L’étude de Lanata, qui devrait débuter le mois prochain, cherchera des signes d’affections cérébrales débilitantes – pouvant notamment provoquer des changements de comportement – chez au moins 20 adultes sans abri. Avec ses collègues, il effectuera des examens neurologiques, pouvant inclure des scanners du cerveau, sur les participants afin de déterminer l'influence de l'itinérance sur ces troubles cérébraux. Les personnes vivant dans la rue peuvent être confrontées à plusieurs facteurs pouvant contribuer aux maladies neurologiques, comme le manque de sommeil, l'exposition à l'air pollué près des autoroutes, le diabète mal contrôlé, l'hypertension artérielle et l'abus d'alcool.

En interrogeant les participants à l'étude sur leurs histoires personnelles, il espère également savoir si des problèmes neurologiques auraient pu les aider à se retrouver dans la rue – peut-être en entravant leur capacité à travailler ou à solliciter l'aide du gouvernement. Cela lui paraîtrait logique, compte tenu de son expérience dans le traitement de certaines formes de démence. «Si ces patients ne bénéficiaient pas d’un soutien important de la part de leur famille, ils seraient sans abri, car personne ne pourrait ni ne s’en occuperait», déclare Lanata. "Ils peuvent être difficiles à gérer."

Et Kushel a commencé une nouvelle phase de son étude en cours, qui explorera comment le stress soudain du sans-abrisme pourrait déclencher ou aggraver les conditions existantes. La plupart des personnes de son étude avaient plus de 50 ans lorsqu'elles sont devenues des sans-abri.

Kimberly Lea (à gauche) accueille Vernada Jones, qui se remet d'une blessure par balle au visage. Les deux femmes participent à l'étude d'Oakland. Crédit: Preston Gannaway for Nature

Près de la moitié des participants présentent des signes d'extrême solitude, ce qui a été associé à de piètres résultats chez les personnes atteintes de cancer et d'autres maladies.. Un quart des personnes de l'étude répondent aux critères de déficience cognitive, contre moins de 10% chez les personnes de plus de 70 ans aux États-Unis plus généralement. Et dans un article paru dans la presse, Kushel et ses collègues ont constaté que 10% des participants ont déclaré avoir été agressés physiquement ou sexuellement au moins tous les six mois.

Un péage croissant

Bien que Culhane et d’autres économistes de la santé aient déjà commencé à utiliser les résultats de Kushel pour prévoir le coût des soins aux indigents, il n’est pas clair si les politiciens ou le public accepteront de telles suggestions.
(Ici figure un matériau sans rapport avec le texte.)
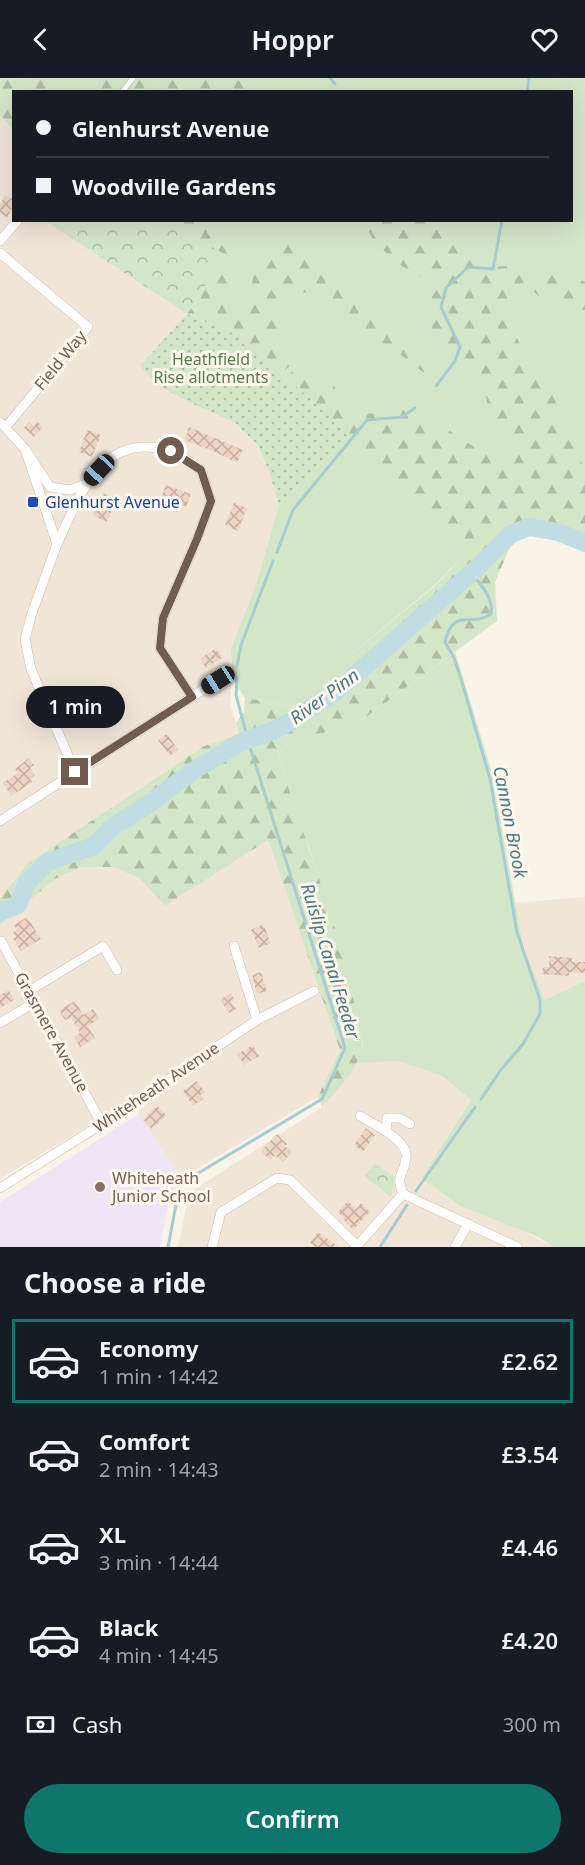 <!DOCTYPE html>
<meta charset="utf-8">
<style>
:root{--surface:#171b24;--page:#242831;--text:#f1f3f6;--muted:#9ea1a6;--line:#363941;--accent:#0f766e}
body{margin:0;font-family:"Noto Sans",sans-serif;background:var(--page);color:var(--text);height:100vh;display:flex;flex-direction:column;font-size:22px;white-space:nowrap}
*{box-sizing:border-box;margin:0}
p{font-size:20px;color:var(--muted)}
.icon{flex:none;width:33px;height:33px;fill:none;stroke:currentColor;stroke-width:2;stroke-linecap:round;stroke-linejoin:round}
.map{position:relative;height:1169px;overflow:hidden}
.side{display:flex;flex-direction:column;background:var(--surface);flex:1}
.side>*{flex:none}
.hud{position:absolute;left:12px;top:12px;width:561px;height:132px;border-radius:0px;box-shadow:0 6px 24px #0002;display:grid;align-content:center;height:132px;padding:0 24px;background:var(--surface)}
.end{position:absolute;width:27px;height:27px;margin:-14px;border:8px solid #725b4f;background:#fff;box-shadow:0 0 0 3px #fff}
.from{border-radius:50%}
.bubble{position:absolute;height:42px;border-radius:21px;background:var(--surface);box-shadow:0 6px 24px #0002;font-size:20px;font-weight:600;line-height:42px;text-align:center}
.car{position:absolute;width:18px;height:36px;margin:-18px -9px;border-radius:8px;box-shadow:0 0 4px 2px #0007;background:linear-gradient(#222 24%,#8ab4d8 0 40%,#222 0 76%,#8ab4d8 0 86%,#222 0)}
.hud b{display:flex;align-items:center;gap:21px;height:57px;font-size:22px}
.hud b+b{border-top:2px solid var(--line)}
.hud i{width:15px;height:15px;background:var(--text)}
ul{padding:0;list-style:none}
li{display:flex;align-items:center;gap:18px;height:84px;margin:0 12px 9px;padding:0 12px;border:3px solid transparent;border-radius:0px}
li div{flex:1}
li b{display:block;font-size:22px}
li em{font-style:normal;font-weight:600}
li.selected{border-color:var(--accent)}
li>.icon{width:54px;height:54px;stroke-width:1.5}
h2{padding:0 24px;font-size:27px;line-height:72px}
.pay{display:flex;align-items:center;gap:15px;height:66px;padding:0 24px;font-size:22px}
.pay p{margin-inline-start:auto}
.button{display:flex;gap:12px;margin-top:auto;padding:12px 24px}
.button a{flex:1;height:69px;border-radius:36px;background:var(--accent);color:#fff;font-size:24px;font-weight:600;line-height:69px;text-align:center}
header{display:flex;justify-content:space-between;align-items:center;height:78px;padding:0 24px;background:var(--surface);font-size:27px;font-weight:600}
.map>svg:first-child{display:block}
.residential{fill:#f1e5d8}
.education{fill:#f0e5f7}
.grass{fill:#d4e6c8}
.forest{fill:url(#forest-firs)}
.park{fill:url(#park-crowns)}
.garden{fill:url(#garden-dots)}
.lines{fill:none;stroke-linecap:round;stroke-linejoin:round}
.stream{stroke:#a6ccd2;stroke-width:3}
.river{stroke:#bfdde2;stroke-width:18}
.building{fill:url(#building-cross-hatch)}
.lane-casing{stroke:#cbbbaf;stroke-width:6}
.street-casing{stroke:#cbbbaf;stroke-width:10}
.lane{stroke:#fff;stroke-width:4.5}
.street{stroke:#fff;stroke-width:9}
.route{stroke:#725b4f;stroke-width:8}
.transit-dot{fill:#1a4fb4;stroke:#fdf7ee;stroke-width:2}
.education-dot{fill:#8d6e63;stroke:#fdf7ee;stroke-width:2}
.labels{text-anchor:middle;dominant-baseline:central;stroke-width:6;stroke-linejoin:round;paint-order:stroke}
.park-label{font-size:16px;fill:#597b4b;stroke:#fdf7ee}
.street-label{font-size:16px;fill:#725b4f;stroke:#fdf7ee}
.transit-label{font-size:16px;fill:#164399;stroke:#fdf7ee;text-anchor:start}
.education-label{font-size:16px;fill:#785e54;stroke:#fdf7ee;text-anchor:start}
.water-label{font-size:18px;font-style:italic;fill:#4b7982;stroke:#fdf7ee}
</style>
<header><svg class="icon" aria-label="back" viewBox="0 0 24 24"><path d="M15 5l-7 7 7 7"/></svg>Hoppr<svg class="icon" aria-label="heart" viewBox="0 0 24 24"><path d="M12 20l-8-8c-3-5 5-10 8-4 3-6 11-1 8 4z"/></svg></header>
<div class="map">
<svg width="585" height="1169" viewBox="0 0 585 1169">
<defs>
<pattern id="forest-firs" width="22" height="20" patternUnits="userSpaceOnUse" patternTransform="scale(1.5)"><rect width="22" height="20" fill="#d4e6c8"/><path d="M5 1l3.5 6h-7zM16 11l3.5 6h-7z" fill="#b0bda5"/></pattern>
<pattern id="park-crowns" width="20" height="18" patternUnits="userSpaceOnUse" patternTransform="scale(1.5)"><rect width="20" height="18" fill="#d4e6c8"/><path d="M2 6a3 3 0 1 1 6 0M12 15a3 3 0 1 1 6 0" fill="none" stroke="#b0bda5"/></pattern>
<pattern id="garden-dots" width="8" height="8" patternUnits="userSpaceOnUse" patternTransform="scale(1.5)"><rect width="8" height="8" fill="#d4e6c8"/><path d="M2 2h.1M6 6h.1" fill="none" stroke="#b0bda5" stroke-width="1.8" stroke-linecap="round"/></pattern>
<pattern id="building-cross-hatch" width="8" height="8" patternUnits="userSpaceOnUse" patternTransform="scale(1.5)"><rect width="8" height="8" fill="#edd4c3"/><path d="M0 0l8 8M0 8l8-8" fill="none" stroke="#c4afa1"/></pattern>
</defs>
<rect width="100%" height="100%" fill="#faf3e8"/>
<g class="residential">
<path d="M0 37 13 51 14 142 45 143 187 236 140 288 191 325 234 345 256 367 269 393 279 427 257 503 231 571 232 599 230 625 239 656 204 668 28 785 0 820Z"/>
<path d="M268 762 340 972 318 1019 181 1100 130 1023 0 1101V847L55 801 81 789H112L139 800 165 828Z"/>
<path d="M585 819V903L545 922 523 868 515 825Z"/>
<path d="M398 983 442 998 471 1022 421 1100 554 1169H178L189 1115 322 1029 345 1003 357 985Z"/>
</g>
<path class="education" d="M139 1036 181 1100 168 1128 160 1169H0V1124Z"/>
<g class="grass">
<path d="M0 0H585V438L543 436 465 476 435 507 339 586 304 622 290 628 245 620 232 600 231 571 257 503 279 427 351 358 239 258 187 236 225 177 173 143 572 142V14H14L13 51 0 37Z"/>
<path d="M455 574 492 694 523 868 545 922 585 903V1169H554L538 1159 461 1128 421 1100 471 1022 442 998 398 983 357 985 363 966 351 910 310 772 297 739 278 677 284 668 362 642Z"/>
</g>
<g class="forest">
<path d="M0 0H44L46 13 14 14 13 51 0 37Z"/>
<path d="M92 0H237L248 13 80 14Z"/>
<path d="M173 143H193L216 158 234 175 233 203 228 229 237 236 249 225 254 194 260 176 288 160 305 165 311 184 398 256 428 291 424 295 396 273 364 255 355 244 335 236 319 218 298 213 282 226 275 244 278 250 271 266 296 270 294 285 281 295 239 258 187 236 225 177Z"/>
<path d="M357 143H441L484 187 492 189 509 188 532 195 564 193 585 204V232L550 227 523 205 509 210 516 258 536 301 551 313 582 386 585 387V472L561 465 546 457 531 455 511 467 495 504 497 543 362 642 284 668 278 677C303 759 336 839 354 923 356 936 364 955 362 968 358 993 338 1011 322 1029L318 1019 340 972 268 762 165 828 139 800 112 789H81L55 801 0 847V820L28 785 204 668 239 656 236 645 244 634 245 620 290 628 304 622 339 586 435 508 465 476 352 358 288 299 293 292 318 314 333 307 345 323 365 336 382 334 407 324 426 335 439 346 493 381 518 364 488 335 484 298 451 275 431 250 426 201 403 189 375 165 363 144Z"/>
</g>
<g class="park">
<path d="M45 143H173L225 177 187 236Z"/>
<path d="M375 1086 395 1099 391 1119 364 1098Z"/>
</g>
<path class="garden" d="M187 236 239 258 352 358 279 427 269 393 257 367 235 345 191 325 156 306 140 288Z"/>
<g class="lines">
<g class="stream">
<path d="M330 0 335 6"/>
<path d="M527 14 529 0"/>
<path d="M436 308 455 283 460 269 441 229 446 210 468 189 493 191 502 142"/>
<path d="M277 474 293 432 367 342 402 339 415 330"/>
<path d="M471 494C480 506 494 520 491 536 472 550 453 528 445 564L454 580 462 604 490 701 517 854 540 922V936L523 966 500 993 481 1021"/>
<path d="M237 588 241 567 273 483"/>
<path d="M416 1113 475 1029"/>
<path d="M168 1169 180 1106 322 1021 345 970 250 669 236 617 237 600"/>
<path d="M380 1169 407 1127"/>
</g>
<path class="river" d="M0 834 18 827 26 806 48 784 94 768 111 750 143 730 193 693 241 664 272 653 290 644 337 613 478 489 511 456 529 449 558 454 585 465"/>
</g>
<g class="building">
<path d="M5 117 14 122V127L7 139 0 136V127Z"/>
<path d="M29 344 34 348 37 344 43 349 34 359 24 350Z"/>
<path d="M189 349 243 372 237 385 213 373 184 362Z"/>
<path d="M87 352 101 357 92 379 79 374Z"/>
<path d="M166 407 191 416 186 429 161 420Z"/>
<path d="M104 415 117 422 106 444 93 437Z"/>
<path d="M234 425 247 430 238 453 225 447Z"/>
<path d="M216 570 222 580 206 590 200 581Z"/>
<path d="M167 656 178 672 170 678 158 662Z"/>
<path d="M29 680 34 687 30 690 35 697 30 701 32 704 11 718 3 705 18 695 15 691Z"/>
<path d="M27 839 41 861 21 873 13 861 16 859 13 854 17 851 14 847Z"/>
<path d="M263 846 271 865 259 870 251 852Z"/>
<path d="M549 878 572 880V884H585V895L569 894V898L542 896 543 889H549Z"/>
<path d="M261 894 267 913 257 916 252 897Z"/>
<path d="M9 912 14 922 0 930V917Z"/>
<path d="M230 915 235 922 231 924 236 931 229 935 220 922Z"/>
<path d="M75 923 83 937 93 931 99 941 88 948 95 960 80 969 74 959 80 955 71 939 65 942 59 932Z"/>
<path d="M253 967 259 978 244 987 237 976Z"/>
<path d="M197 1003 205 1014 200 1017 203 1021 193 1028 183 1013Z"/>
<path d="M157 1028 166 1037 152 1051 143 1042Z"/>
<path d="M366 1050 375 1057 363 1074 354 1067Z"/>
<path d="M277 1056 287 1066 285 1068 292 1074 283 1084 275 1077 270 1082 261 1073Z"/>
<path d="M348 1123 356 1131 361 1125 370 1134 353 1152 343 1141 344 1140 338 1134Z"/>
<path d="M318 1154 339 1169H315L310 1165Z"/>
</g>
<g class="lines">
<g class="lane-casing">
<path id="lane" d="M122 14 133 0"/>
</g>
<g class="street-casing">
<g id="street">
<path d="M0 163 18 142"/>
<path d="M0 175 88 249 6 349"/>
<path d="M0 344 25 371 50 409 70 412 86 406"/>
<path d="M25 371 57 466 32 535 25 561 31 591 75 694"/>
<path d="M57 466C81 416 100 354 169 372 180 375 192 386 201 392L211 423 197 461 163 540 160 570 192 619"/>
<path d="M0 743 218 602"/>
<path d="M1 863 102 1046"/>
<path d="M234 868 257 942"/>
<path d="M29 913 103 868 117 892"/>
<path d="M0 945 35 924"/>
<path d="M360 1038C373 1046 409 1062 406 1080 404 1098 395 1095 403 1116"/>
<path d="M386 1053 387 1040H400L410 1046"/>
<path d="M0 1110 102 1046 257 942 314 913"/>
<path d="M403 1116 517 1169"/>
<path d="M212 1169 221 1134 277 1100 290 1102 357 1168"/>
<path d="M356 1169 403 1116"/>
<path d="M455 1169 468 1146"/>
</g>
</g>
<use href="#lane" class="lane"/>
<use href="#street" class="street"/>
</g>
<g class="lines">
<path class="route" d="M75 694 192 619 160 570 163 540 197 461 211 423 201 392 171 373"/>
</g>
<rect class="transit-dot" x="27" y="418" width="12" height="12" rx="3"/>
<circle class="education-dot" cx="100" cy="1109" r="6"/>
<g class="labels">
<g class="park-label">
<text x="211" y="281">Heathfield<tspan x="211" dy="18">Rise allotments</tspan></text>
</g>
<g class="street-label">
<text transform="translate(60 282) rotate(-51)">Field Way</text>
<text transform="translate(52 954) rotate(61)">Grasmere Avenue</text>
<text transform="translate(156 1009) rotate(-34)">Whiteheath Avenue</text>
</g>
<g class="transit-label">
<text x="45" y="424">Glenhurst Avenue</text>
</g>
<g class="education-label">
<text x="112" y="1100">Whiteheath<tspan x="112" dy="18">Junior School</tspan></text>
</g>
<g class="water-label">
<text transform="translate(324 618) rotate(-36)">River Pinn</text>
<text transform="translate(511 744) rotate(79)">Cannon Brook</text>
<text transform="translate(331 883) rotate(73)">Ruislip Canal Feeder</text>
</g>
</g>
</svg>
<i class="end from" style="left:171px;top:373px"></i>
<i class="end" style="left:75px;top:694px"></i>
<div class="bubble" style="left:26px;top:608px;width:99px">1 min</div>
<i class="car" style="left:99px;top:392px;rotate:223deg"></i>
<i class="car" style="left:218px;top:602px;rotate:238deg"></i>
<div class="hud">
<b><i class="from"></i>Glenhurst Avenue</b>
<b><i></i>Woodville Gardens</b>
</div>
</div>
<section class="side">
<h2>Choose a ride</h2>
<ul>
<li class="selected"><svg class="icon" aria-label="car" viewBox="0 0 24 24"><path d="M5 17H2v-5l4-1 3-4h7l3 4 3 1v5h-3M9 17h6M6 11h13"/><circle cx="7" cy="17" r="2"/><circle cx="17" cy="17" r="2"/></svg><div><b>Economy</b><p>1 min · 14:42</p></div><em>£2.62</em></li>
<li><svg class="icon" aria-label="car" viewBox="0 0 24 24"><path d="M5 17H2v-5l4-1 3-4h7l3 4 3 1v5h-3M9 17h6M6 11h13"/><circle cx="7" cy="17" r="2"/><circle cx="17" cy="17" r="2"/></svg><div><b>Comfort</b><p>2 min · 14:43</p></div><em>£3.54</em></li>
<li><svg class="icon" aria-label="car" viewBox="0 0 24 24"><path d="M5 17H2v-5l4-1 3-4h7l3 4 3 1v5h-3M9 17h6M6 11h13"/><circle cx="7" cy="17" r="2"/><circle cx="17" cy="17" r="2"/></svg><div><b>XL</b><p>3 min · 14:44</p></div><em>£4.46</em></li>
<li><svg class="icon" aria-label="car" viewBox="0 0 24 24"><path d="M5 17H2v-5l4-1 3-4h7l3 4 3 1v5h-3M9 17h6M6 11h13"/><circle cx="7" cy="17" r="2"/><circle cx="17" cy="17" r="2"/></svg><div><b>Black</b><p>4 min · 14:45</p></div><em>£4.20</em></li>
</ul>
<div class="pay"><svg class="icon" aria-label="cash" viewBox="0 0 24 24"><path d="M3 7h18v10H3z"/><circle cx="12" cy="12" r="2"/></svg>Cash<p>300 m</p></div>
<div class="button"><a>Confirm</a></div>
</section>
Le gouverneur de Californie, Gavin Newsom, a annoncé que son budget de 209 milliards de dollars pour 2019-2020 prévoyait 500 millions de dollars pour les abris et autres installations de soutien. Mais fin mars, les habitants de San Francisco ont rapidement atteint leur objectif, qui était de récolter plus de 100 000 dollars pour bloquer la construction d’un refuge pour sans-abri dans un quartier riche et riverain. Et bien que les électeurs des villes aient approuvé en novembre 2018 un plan visant à financer les services destinés aux sans-abri en taxant les plus grandes entreprises de San Francisco, des groupes d’entreprises contestent cette politique devant les tribunaux.

Coco Auerswald, chercheuse en santé publique à l’Université de Californie à Berkeley, espère que les travaux de Kushel et d’autres études sur le sans-abrisme sont une gêne morale. «Vous jugez une société sur la manière dont elle traite ses personnes les plus vulnérables», dit-elle. "Ma crainte est que nous acceptions cela comme une situation dans notre pays."